Elite Syncopations, 1900-1901
"Clarence and Alonzo," photo taken by Wilbur or Orville Wright, back of the Wright Cycle Co. in Dayton, Ohio, ca. 1900 (from Shorpy)
Scott Joplin and Arthur Marshall, Swipesy Cakewalk.
Vess Ossman, Ethiopian Mardi Gras.
Arthur Collins, The Mick Who Threw The Brick.
Dear Evelyn: Your letter was waiting for me when I came home, but was not the less interesting because I had seen you in the meantime. We usually say more in a letter than we do in conversation, the reason being that, in a letter, we feel that we are shielded from the indifference or enthusiasm which our remarks may meet with or arouse. We commit our thoughts, as it were, to the winds. Whereas, in conversation, we are constantly watching or noting the effect of what we are saying, and, when the relations are intimate, we shrink from being taken too seriously on one hand, and, on the other not seriously enough--
But people no longer write letters. Lacking the leisure and, for the most part, the ability, they dictate dispatches, and scribble messages...In these days, we have not the artlessness nor the freedom of our forbears. We know too much about ourselves. Constraint covers us like a curtain. Not being very sure of our own feelings, we are in a fog about the feelings of others. And it really is too bad that it should be so.

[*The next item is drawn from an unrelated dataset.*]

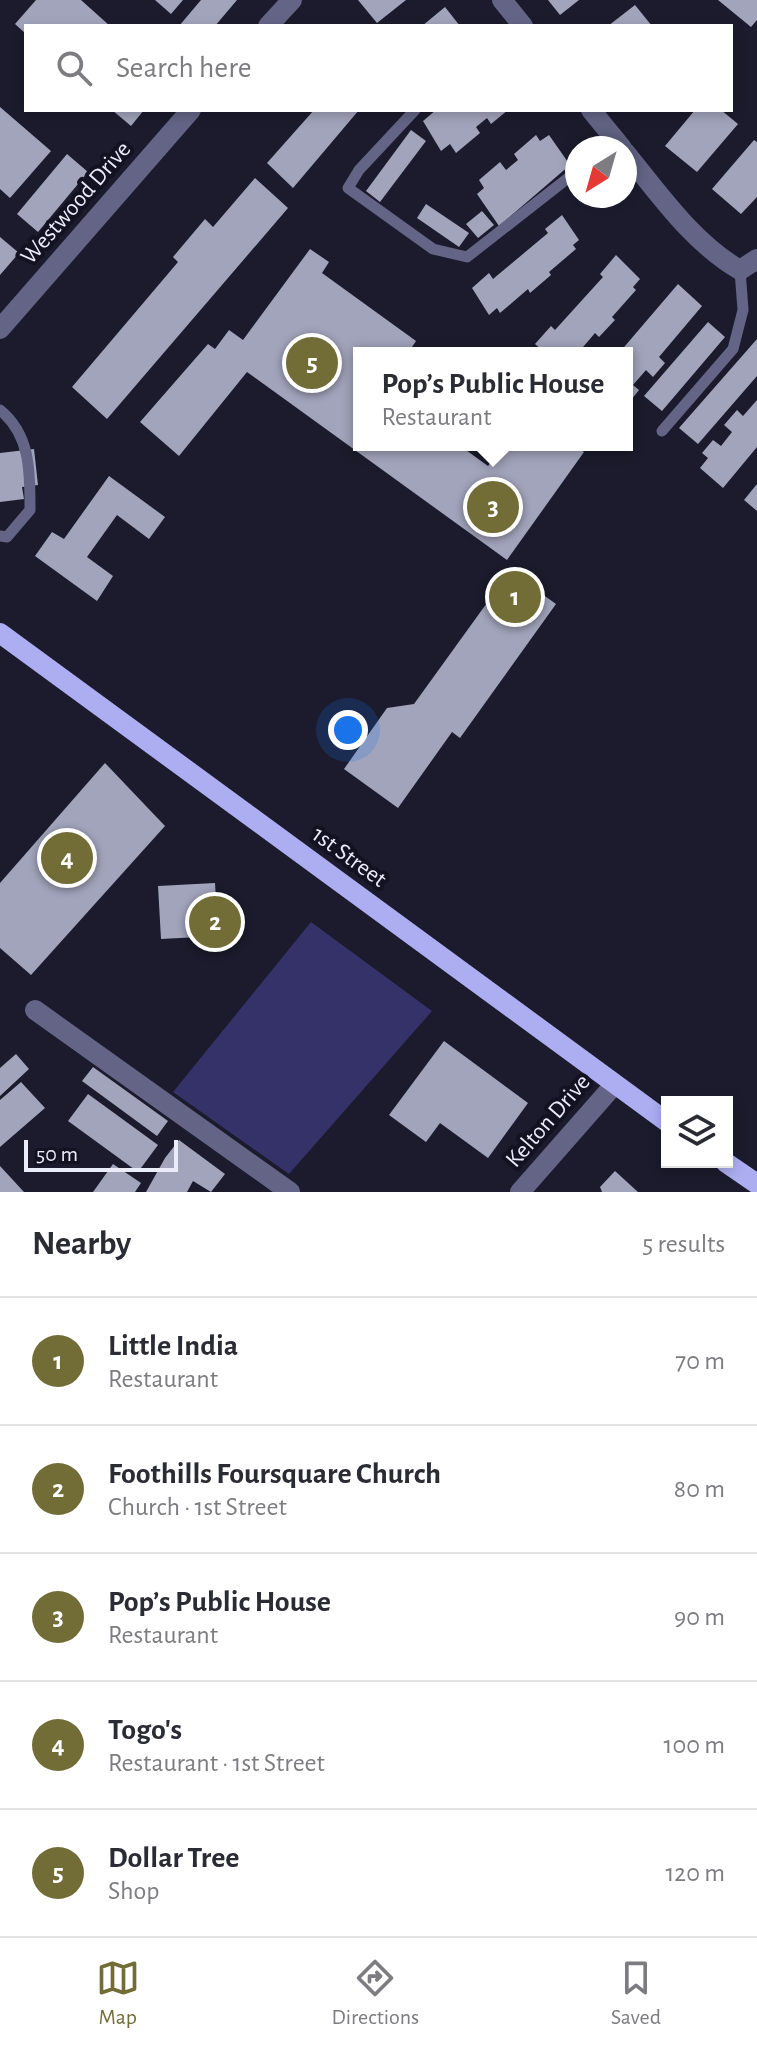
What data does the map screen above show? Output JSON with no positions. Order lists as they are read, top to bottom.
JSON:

Joel Chandler Harris, letter to his son, 5 April 1900.
Louisville, Kentucky, 1900
Our story could start anywhere, so it might as well begin here, in Sedalia, Missouri, on some lost evening at the rag end of the 19th Century. Sedalia is a frontier town, and still young--it began as a Union military post at the start of the war, and by 1899 some 15,000 people have come to live here, to work on the railroads, in the restaurants, in the seed and harness stores, and in the bordellos and honky tonks.
For while Sedalia by day is a quiet little plains town, with just a dirt road, lined by wooden sidewalks shaded by corrugated iron awnings, to serve as its Main Street, at night it gets wild. Gamblers, prostitutes, pimps, cardsharps, hustlers of all stripes and even the occasional respectable citizen flood Main Street, weaving in and out of the sporting houses and the taverns. One of the latter, the most popular, is the Maple Leaf Club, where each night a neatly-dressed, somber-looking man plays "jig piano" amidst the smoke and noise.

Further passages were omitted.